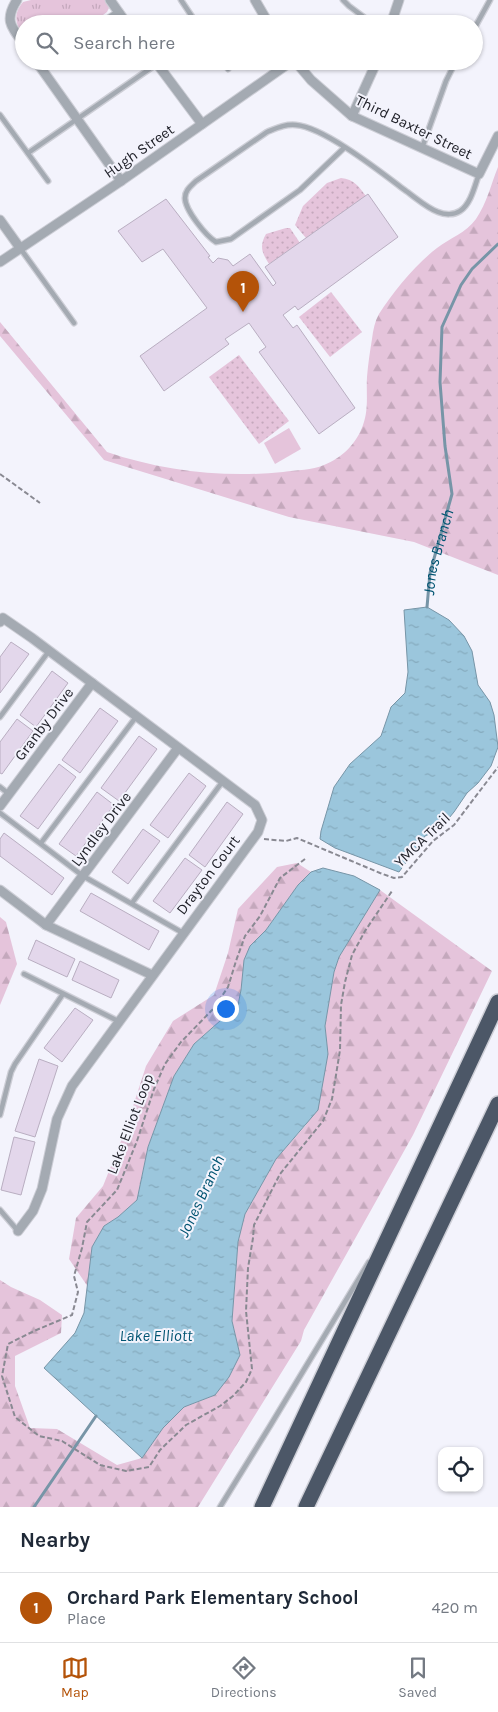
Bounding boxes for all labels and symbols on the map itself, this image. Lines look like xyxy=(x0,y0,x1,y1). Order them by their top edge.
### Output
street label: Third Baxter Street xyxy=(353,91,476,163)
street label: Hugh Street xyxy=(101,120,178,182)
pin: 1 xyxy=(227,271,259,312)
water label: Jones Branch xyxy=(419,507,457,596)
street label: Granby Drive xyxy=(11,684,77,764)
street label: Lyndley Drive xyxy=(67,788,135,870)
street label: YMCA Trail xyxy=(390,809,454,871)
street label: Drayton Court xyxy=(172,832,244,918)
your location xyxy=(213,996,239,1022)
street label: Lake Elliot Loop xyxy=(103,1071,157,1177)
water label: Jones Branch xyxy=(174,1152,228,1240)
water label: Lake Elliott xyxy=(120,1326,193,1345)

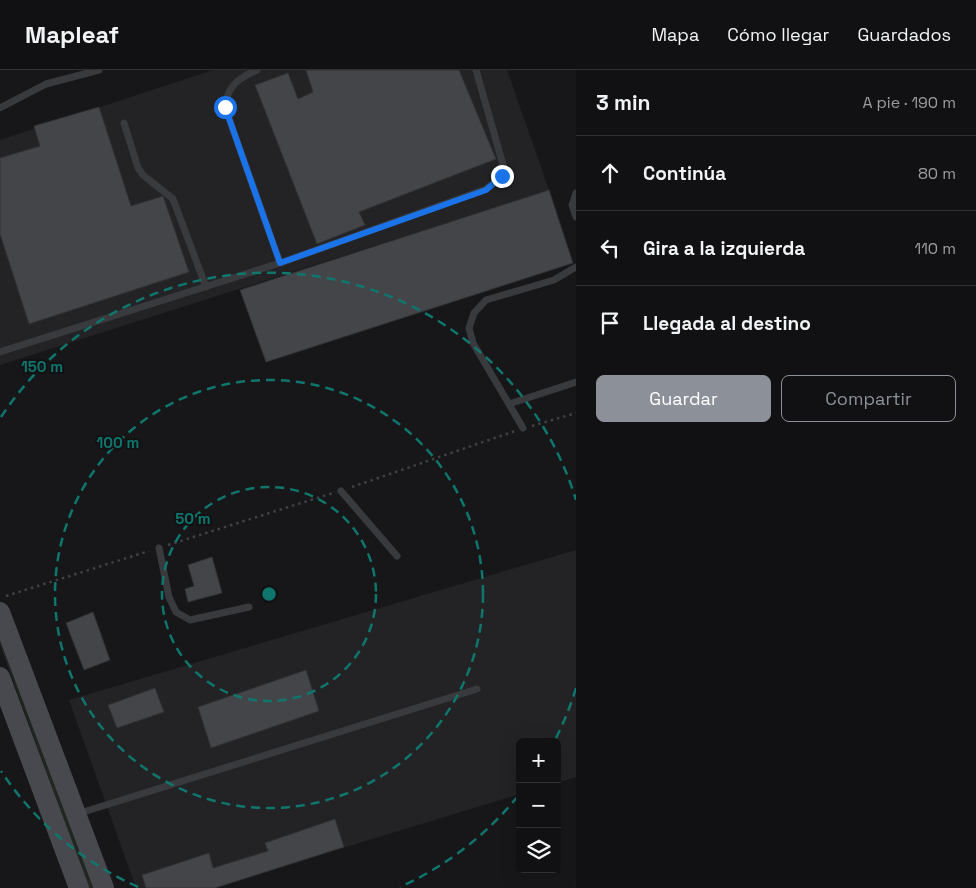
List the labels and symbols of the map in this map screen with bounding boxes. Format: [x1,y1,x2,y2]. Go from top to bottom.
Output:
route start [214,96,237,119]
route end [491,165,514,188]
text: 150 m [21,357,63,376]
text: 100 m [97,433,139,452]
text: 50 m [175,509,211,528]
centre of rings [260,585,278,603]

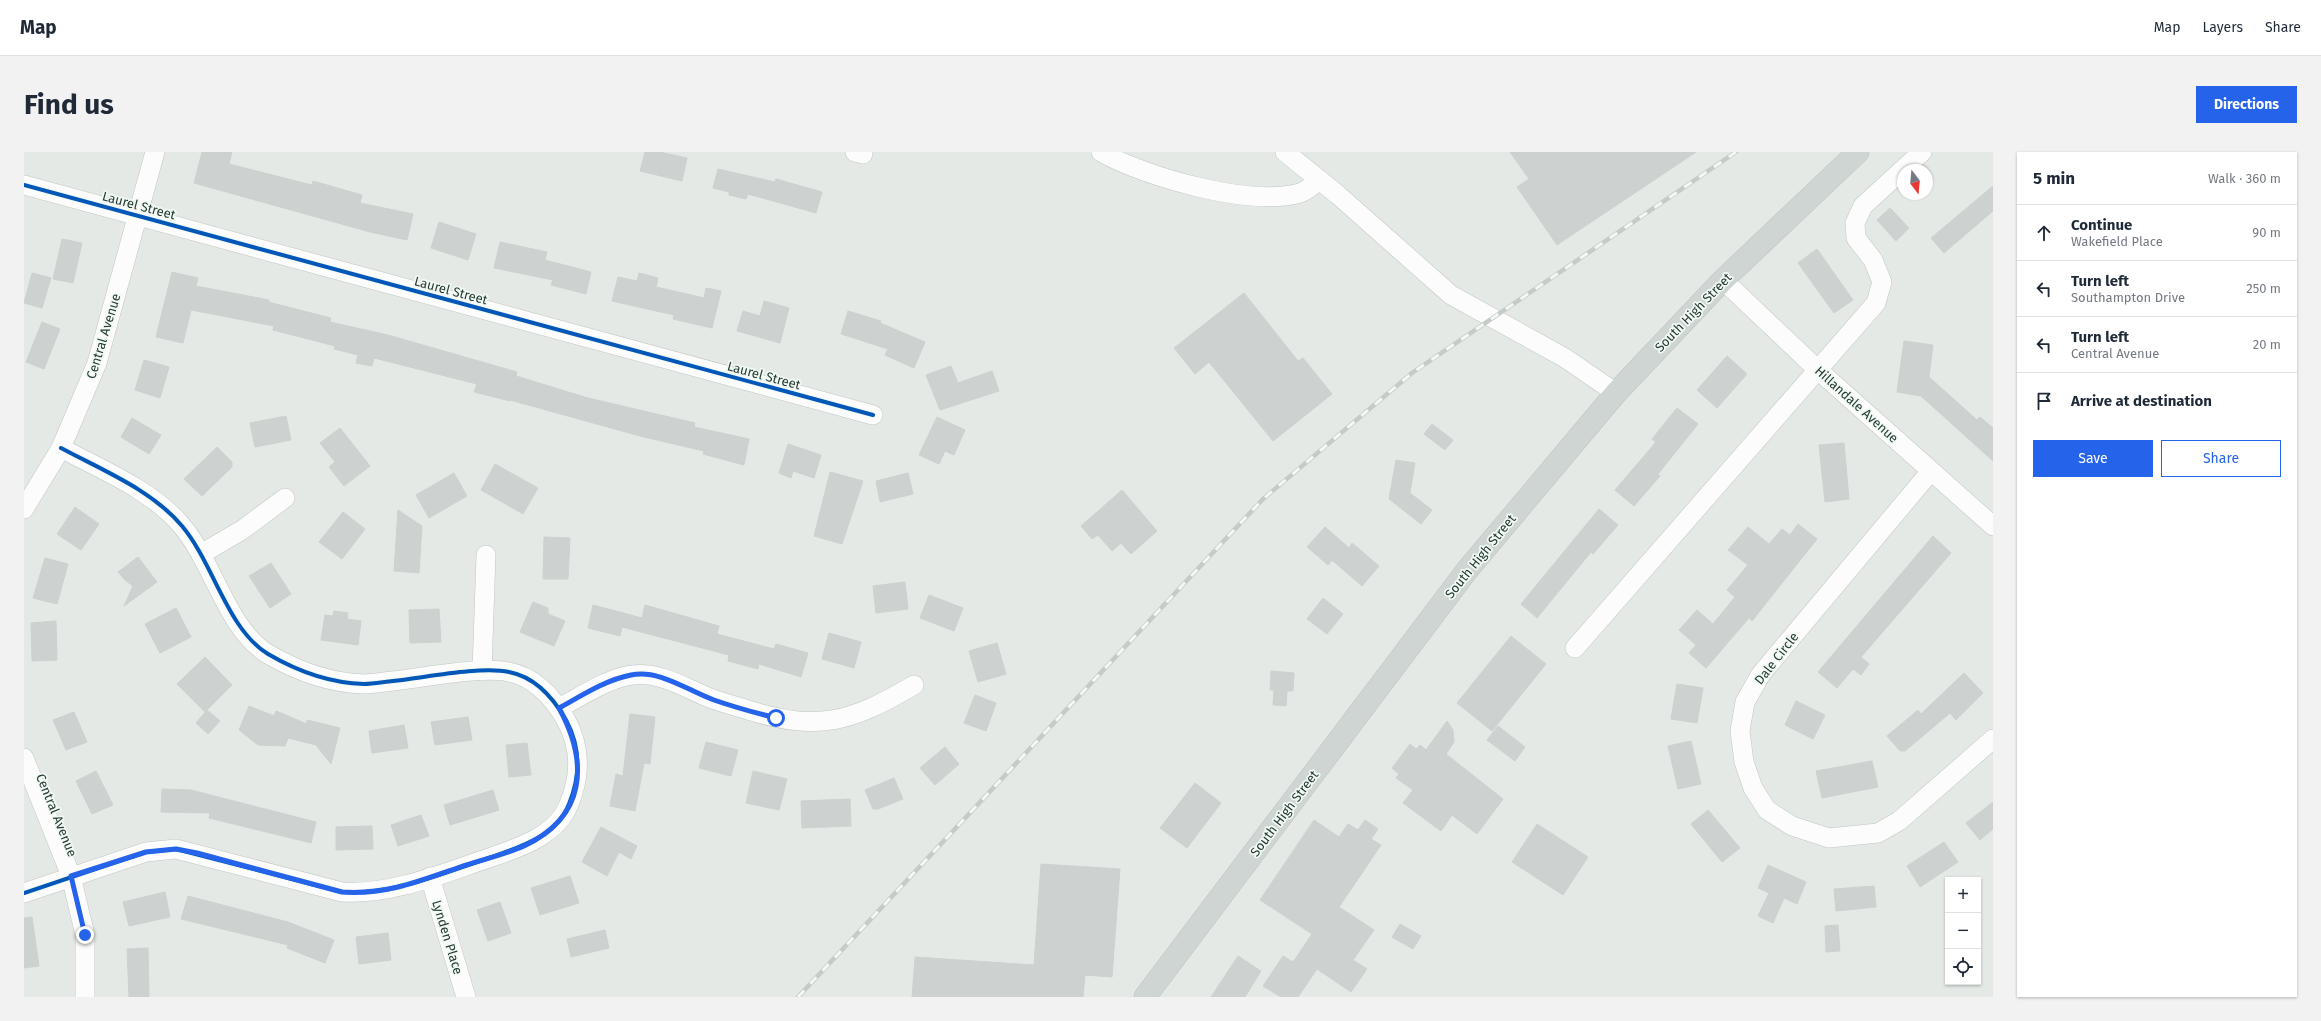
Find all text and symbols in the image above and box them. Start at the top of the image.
text: Map [20,16,57,39]
text: Map [2154,19,2180,36]
text: Layers [2202,19,2243,36]
text: Share [2265,19,2301,36]
button: Directions [2196,86,2297,123]
text: Find us [24,88,114,121]
north arrow [1897,164,1933,200]
text: 5 min [2033,168,2075,189]
text: Walk · 360 m [2208,171,2281,186]
street label: Laurel Street [101,189,177,223]
text: Continue [2071,216,2132,234]
icon: ahead [2033,222,2055,244]
text: 90 m [2252,225,2281,240]
text: Wakefield Place [2071,234,2163,249]
street label: South High Street [1652,270,1735,355]
text: Turn left [2071,272,2129,290]
street label: Laurel Street [413,274,489,308]
icon: left [2033,278,2055,300]
text: 250 m [2246,281,2281,296]
text: Southampton Drive [2071,290,2185,305]
street label: Central Avenue [83,292,124,381]
text: Turn left [2071,328,2129,346]
icon: left [2033,334,2055,356]
text: 20 m [2253,337,2281,352]
text: Central Avenue [2071,346,2159,361]
street label: Laurel Street [726,359,802,393]
street label: Hillandale Avenue [1812,363,1901,446]
icon: arrive [2033,390,2055,412]
text: Arrive at destination [2071,392,2212,410]
button: Save [2033,440,2153,477]
button: Share [2161,440,2281,477]
street label: South High Street [1442,511,1519,601]
street label: Dale Circle [1751,629,1801,687]
route start [767,709,785,727]
street label: South High Street [1247,767,1322,859]
street label: Central Avenue [33,771,80,859]
map controls [1945,877,1981,985]
button: + [1945,877,1981,913]
street label: Lynden Place [429,898,466,976]
button: − [1945,913,1981,949]
route end [76,926,94,944]
button: locate [1945,949,1981,985]

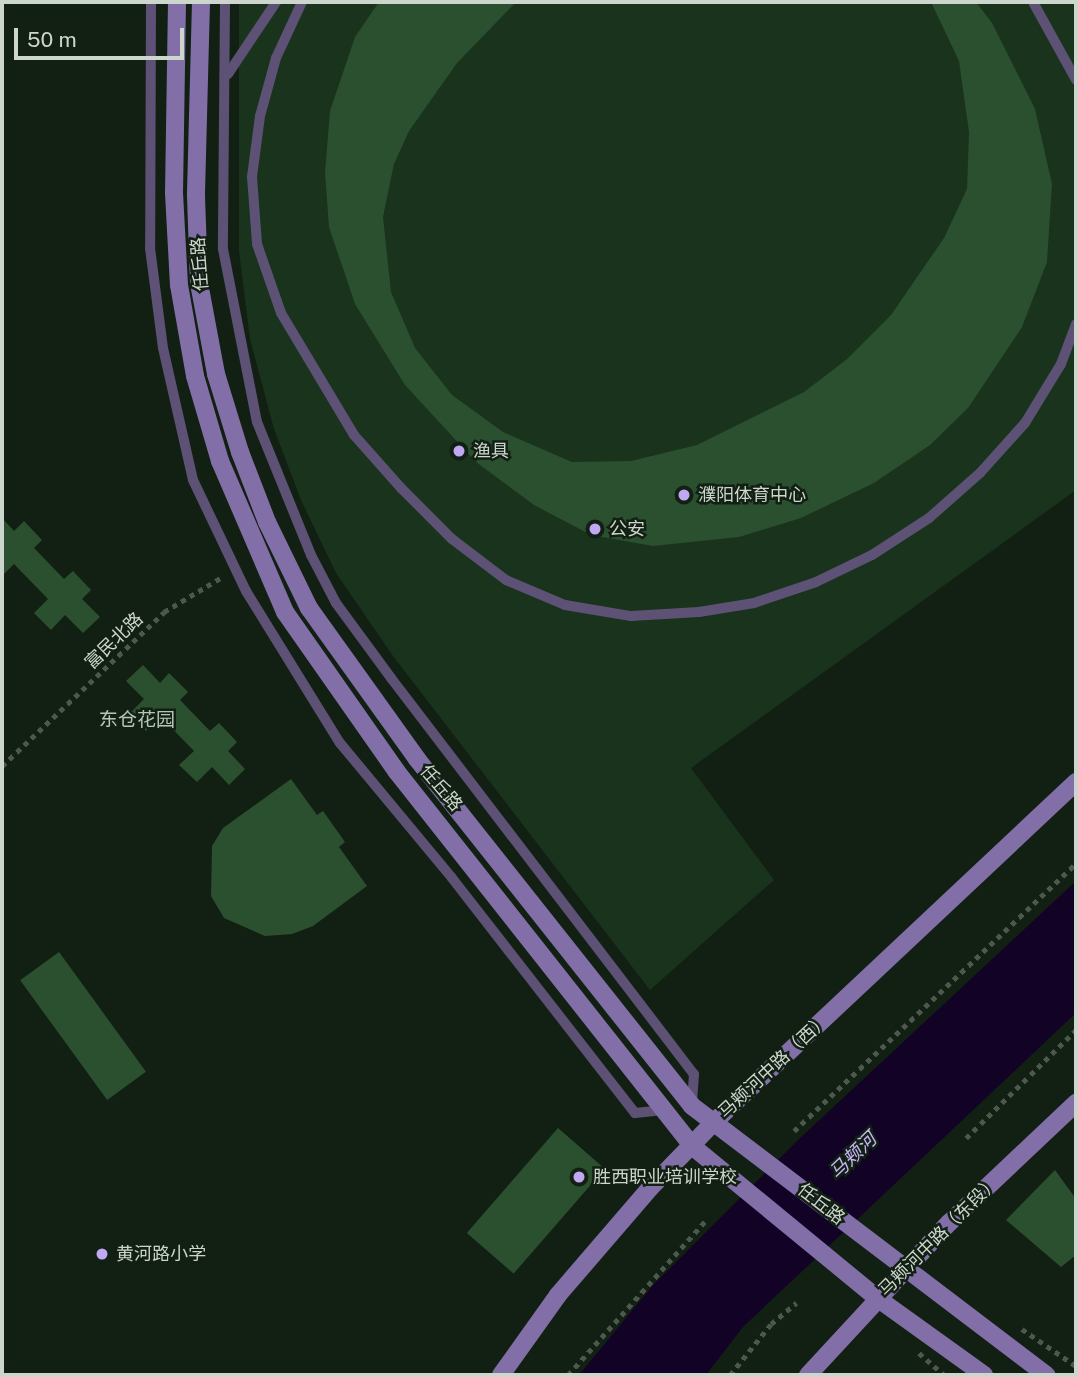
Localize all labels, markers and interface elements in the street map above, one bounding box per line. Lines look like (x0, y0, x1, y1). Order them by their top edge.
scale bar (18, 14, 187, 58)
text: 50 m (27, 27, 77, 52)
street label: 任丘路 (187, 236, 213, 292)
place label: 渔具 (473, 440, 509, 462)
marker: 渔具 (451, 443, 467, 459)
place label: 濮阳体育中心 (698, 484, 806, 506)
marker: 濮阳体育中心 (676, 487, 692, 503)
place label: 公安 (609, 518, 645, 540)
marker: 公安 (587, 521, 603, 537)
street label: 富民北路 (81, 608, 147, 674)
district label: 东仓花园 (99, 709, 175, 731)
street label: 任丘路 (415, 760, 467, 816)
street label: 马颊河中路（西） (714, 1009, 834, 1123)
water label: 马颊河 (825, 1128, 881, 1184)
place label: 胜西职业培训学校 (593, 1166, 737, 1188)
marker: 胜西职业培训学校 (571, 1169, 587, 1185)
street label: 马颊河中路（东段） (874, 1171, 1004, 1301)
street label: 任丘路 (793, 1179, 849, 1229)
place label: 黄河路小学 (116, 1243, 206, 1265)
marker: 黄河路小学 (94, 1246, 110, 1262)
--- --- ---
» ACTIVITY
In the material above, how many lines contain the string "this"? Respond with that number by itself.

» TASK RESPONSE
2